On the challenge side, there's the youth of hospitalists, said Dr. Hochman. There is limited mentorship in NYU Langone's new division: Of 119 hospitalists, all but seven are assistant professors. “There's zero professors, seven associate professors,” she said. “And all these people are young, and I call them my change agents, and they want to make a difference in this world. But how do we mentor these people?”

To do that, the division is creating a mentorship pod program. The five pods are quality and safety, value-based medicine, information technology, education, and research.

“Basically, the most senior people of our division have been named as leaders of each of these pods,” said Dr. Hochman. The pods started meeting virtually this month to discuss projects and promote networking, mentorship, and scholarship, she said. She is also launching a peer-to-peer program where hospitalists observe each other during attending rounds or teaching sessions and provide structured feedback once a year.

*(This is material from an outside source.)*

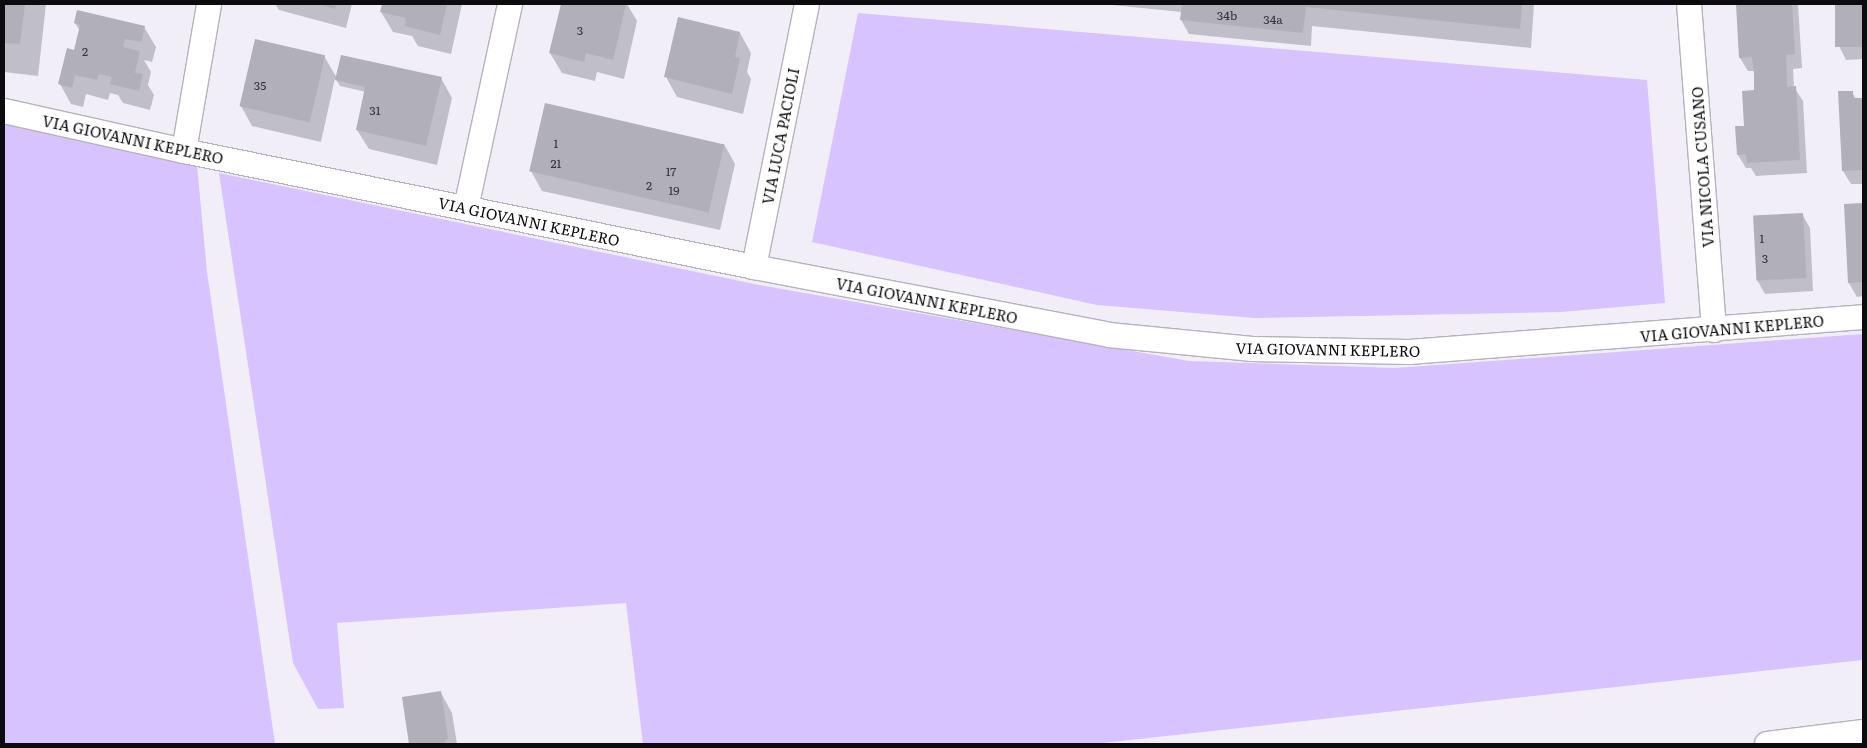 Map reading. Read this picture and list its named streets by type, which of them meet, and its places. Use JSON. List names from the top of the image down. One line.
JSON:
{"streets":{"street":["VIA LUCA PACIOLI","VIA GIOVANNI KEPLERO","VIA NICOLA CUSANO"]},"crossings":[["VIA LUCA PACIOLI","VIA GIOVANNI KEPLERO"],["VIA GIOVANNI KEPLERO","VIA NICOLA CUSANO"]],"house_numbers":["34b","34a","3","2","35","31","1","21","17","2","19","1","3"]} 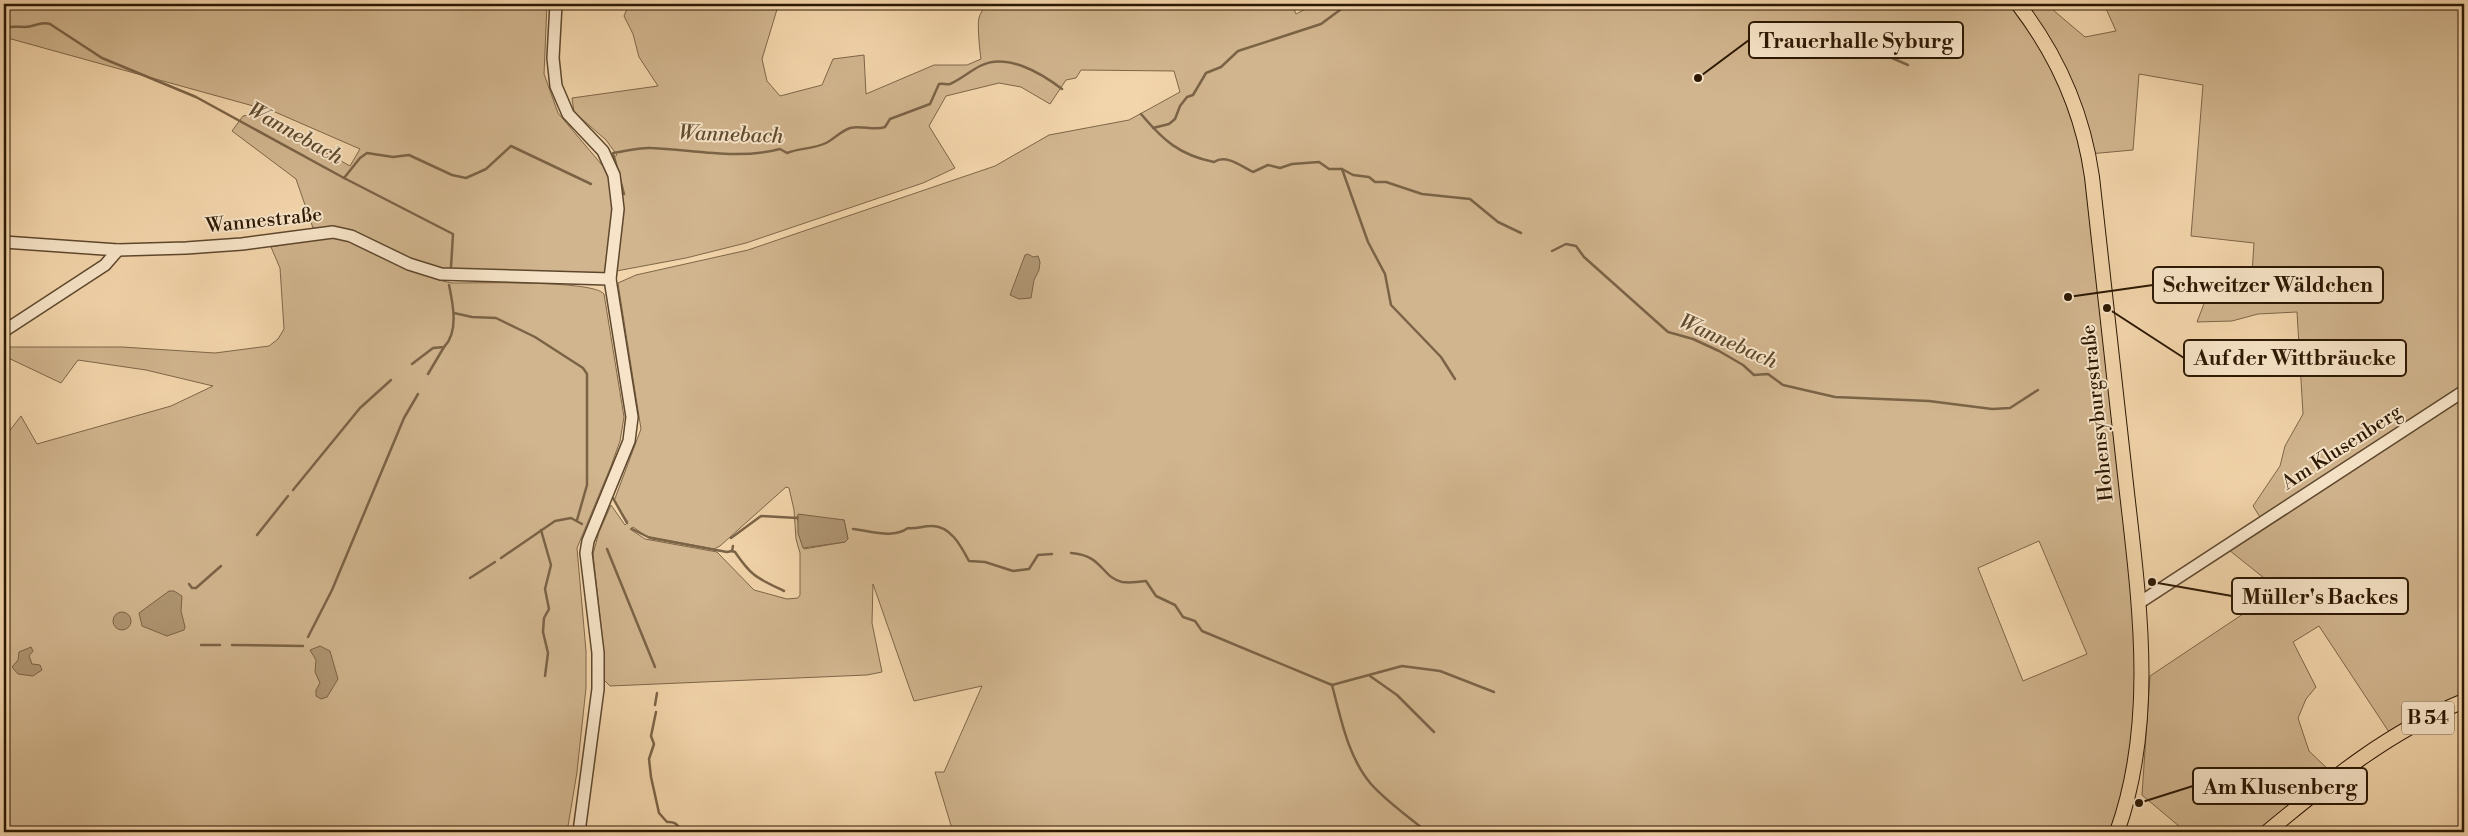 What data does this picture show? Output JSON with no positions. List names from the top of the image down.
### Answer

The biggest challenge for the division, however, is research, Dr. Hochman said. “We need to home-grow our own researchers, and that takes time,” she said. “To kickstart it, we partner with other divisions [that already get grant funding] to try and make something happen on both ends, which is great. That's been our strategy for this past year, and it will continue to be our strategy for the next several years.”

At Johns Hopkins Hospital, the hospital medicine division continues to partner with GIM for academic resources. “If I couldn't do that, I would be a little more anxious about our academics,” Dr. Brotman said. “But the spiritual challenge was moving out of an area that felt like home for a long time.”

Now that the group is big enough, he has added leadership positions, including a wellness and faculty development director, a quality and safety director, and a director for equity and inclusion.

“Those are roles that are new; we didn't have them when we were part of general internal medicine,” Dr. Brotman said. “At some point, I think we'll also have a research director, but I feel strongly about that person having enough federally funded research under his or her belt to justify that title.”

He said the fact that more full divisions of hospital medicine are being created is good for hospital medicine in general. “I think that it suggests that it's a discipline rather than just a job, so I do think it's a positive evolution of our profession,” Dr. Brotman said.

But even though he believes a division of hospital medicine is a positive evolutionary step, this doesn't mean that hospital medicine groups should break away from GIM prematurely, he added. “I don't think that that's always the right thing to do, and our story fits in with that concept.”

Dr. Hochman believes most hospitalist programs will become their own divisions eventually. “It's a different focus, a different voice, and nothing against our colleagues and ambulatory care, but it's just become a completely different practice,” she said.

Becoming a division is also validating for a team that “keeps the hospital afloat,” Dr. Hochman said. “I keep coming back to the word ‘validated’ because you feel like, ‘I'm being seen. I'm being appreciated for all the hard work during COVID and all those years before that,’” she said. “My team has a seat at pretty much every important table at the hospital … and now I report to the dean twice a year as a division. I never had that before as a program director.”

Dr. Vokoun agreed. “I think we're here to stay and will just become more and more integral as we go forward, so I'm excited and proud to be a division chief,” he said.